Wittener Gäste reagieren geschockt

Regelrecht geschockt reagiert Sabine Wirths-Hohagen von der Buchhandlung Lehmkul, die mittags öfter dort essen war. Nicht nur das wird ihr fehlen. Sie ist Mitglied der Sektion Witten des Deutschen Alpenvereins, der gerade seine Treffen von der ebenfalls geschlossenen Sportlerklause in Stockum in den Ratskeller verlegt hatte. Sabine Wirts-Hohagen gehört auch der Standortgemeinschaft Witten-Mitte an, die ihre Jahreshauptversammlungen in dem Traditionslokal abgehalten hat. „Solch ein großer Raum fehlt uns doch dann hier in Witten.“ Nicht zuletzt sei der Ratskeller so etwas wie ein Aushängeschild für die Stadt.

Wechselnde Gastro-Szene

Werner Schmidt, der zuletzt den Ratskeller gepachtet hat und von seinem Sohn Robin führen ließ, ist ein Wittener Gastro-Urgestein und seit 1982 in der Szene unterwegs.

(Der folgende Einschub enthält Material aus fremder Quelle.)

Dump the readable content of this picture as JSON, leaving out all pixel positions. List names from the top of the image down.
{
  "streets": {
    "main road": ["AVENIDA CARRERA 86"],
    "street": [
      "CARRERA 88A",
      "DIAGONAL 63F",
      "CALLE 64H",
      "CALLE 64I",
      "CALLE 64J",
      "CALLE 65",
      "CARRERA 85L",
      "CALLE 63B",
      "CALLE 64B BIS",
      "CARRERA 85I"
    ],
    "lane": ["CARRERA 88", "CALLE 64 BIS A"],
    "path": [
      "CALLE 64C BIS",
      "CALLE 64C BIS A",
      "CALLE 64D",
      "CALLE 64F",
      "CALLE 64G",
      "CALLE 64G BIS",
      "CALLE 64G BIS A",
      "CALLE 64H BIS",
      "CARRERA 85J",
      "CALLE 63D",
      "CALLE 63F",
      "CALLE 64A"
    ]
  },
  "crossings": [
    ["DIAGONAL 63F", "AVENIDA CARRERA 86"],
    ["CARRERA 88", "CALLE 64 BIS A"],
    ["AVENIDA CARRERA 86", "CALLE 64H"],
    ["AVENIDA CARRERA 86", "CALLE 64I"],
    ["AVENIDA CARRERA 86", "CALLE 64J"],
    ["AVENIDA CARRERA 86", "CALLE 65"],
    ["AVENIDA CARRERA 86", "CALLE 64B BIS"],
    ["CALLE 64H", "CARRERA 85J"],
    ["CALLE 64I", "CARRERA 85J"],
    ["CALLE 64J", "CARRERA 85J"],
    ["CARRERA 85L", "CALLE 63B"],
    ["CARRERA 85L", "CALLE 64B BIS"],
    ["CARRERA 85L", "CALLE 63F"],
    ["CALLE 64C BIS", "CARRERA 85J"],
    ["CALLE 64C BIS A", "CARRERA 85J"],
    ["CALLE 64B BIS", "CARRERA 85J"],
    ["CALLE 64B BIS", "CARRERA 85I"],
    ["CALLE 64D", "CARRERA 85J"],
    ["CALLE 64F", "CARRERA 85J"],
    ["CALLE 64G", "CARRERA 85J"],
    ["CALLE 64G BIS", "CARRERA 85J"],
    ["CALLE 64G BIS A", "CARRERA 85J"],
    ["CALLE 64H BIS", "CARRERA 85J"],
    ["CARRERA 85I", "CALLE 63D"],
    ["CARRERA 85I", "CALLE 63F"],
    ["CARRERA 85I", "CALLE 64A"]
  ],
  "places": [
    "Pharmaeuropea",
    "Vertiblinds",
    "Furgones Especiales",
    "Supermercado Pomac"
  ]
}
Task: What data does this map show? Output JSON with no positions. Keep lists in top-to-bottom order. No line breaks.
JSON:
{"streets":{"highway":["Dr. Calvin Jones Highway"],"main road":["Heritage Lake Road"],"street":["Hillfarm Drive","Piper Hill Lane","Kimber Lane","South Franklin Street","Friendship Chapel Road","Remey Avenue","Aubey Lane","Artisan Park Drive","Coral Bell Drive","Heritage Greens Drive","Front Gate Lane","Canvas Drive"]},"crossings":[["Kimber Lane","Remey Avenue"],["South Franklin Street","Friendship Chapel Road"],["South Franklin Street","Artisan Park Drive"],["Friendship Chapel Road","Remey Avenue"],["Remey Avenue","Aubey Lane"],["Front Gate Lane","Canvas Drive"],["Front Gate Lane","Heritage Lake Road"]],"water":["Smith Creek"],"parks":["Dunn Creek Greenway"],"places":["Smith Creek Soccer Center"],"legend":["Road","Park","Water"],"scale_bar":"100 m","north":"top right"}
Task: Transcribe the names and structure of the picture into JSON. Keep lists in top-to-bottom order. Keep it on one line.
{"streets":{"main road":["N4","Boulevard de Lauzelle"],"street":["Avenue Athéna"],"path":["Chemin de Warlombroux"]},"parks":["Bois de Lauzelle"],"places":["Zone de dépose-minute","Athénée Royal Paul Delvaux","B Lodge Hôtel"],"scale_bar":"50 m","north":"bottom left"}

Von 1982 bis 2004 führte er die Annener Pilsbörse, von 2001 bis 2008 den Ratskeller. Danach wechselte er zur Saalbau-Gastronomie (Restaurant Mondo und Gesellschaftsraum Mondolino). Im April 2017 kehrte Schmidt in den Ratskeller zurück. Dieser wurde ab 2009 von Joyce Kuypers und ab 2011 von Surijan Ramoska geführt.

Deshalb lässt die gemeinsame Mitteilung der Firma Kuypers, die das Ladenlokal gepachtet hat, und der Stadt als Vermieter ein wenig hoffen. Ein möglicher Nachfolger sei schon dabei, sein Team zusammenzustellen, „um den Ratskeller mit einer Mischung aus Bewährtem und neuen Ideen zum Erfolg zu führen“. Das neue Team werde größtenteils aus der alten eingespielten Mannschaft des Ratskellers bestehen und gezielt verstärkt. „Stadt Witten und Firma Kuypers sind zuversichtlich, dass die Schließung nur von kurzer Dauer sein wird“, heißt es in dem Schreiben lediglich.

Mancher Gast dürfte hoffen, dass sich bis dahin zumindest jemand um die großen Kübelpflanzen im Außenbereich der Gastronomie kümmert. Damit sie nicht so traurig die Blätter hängen lassen.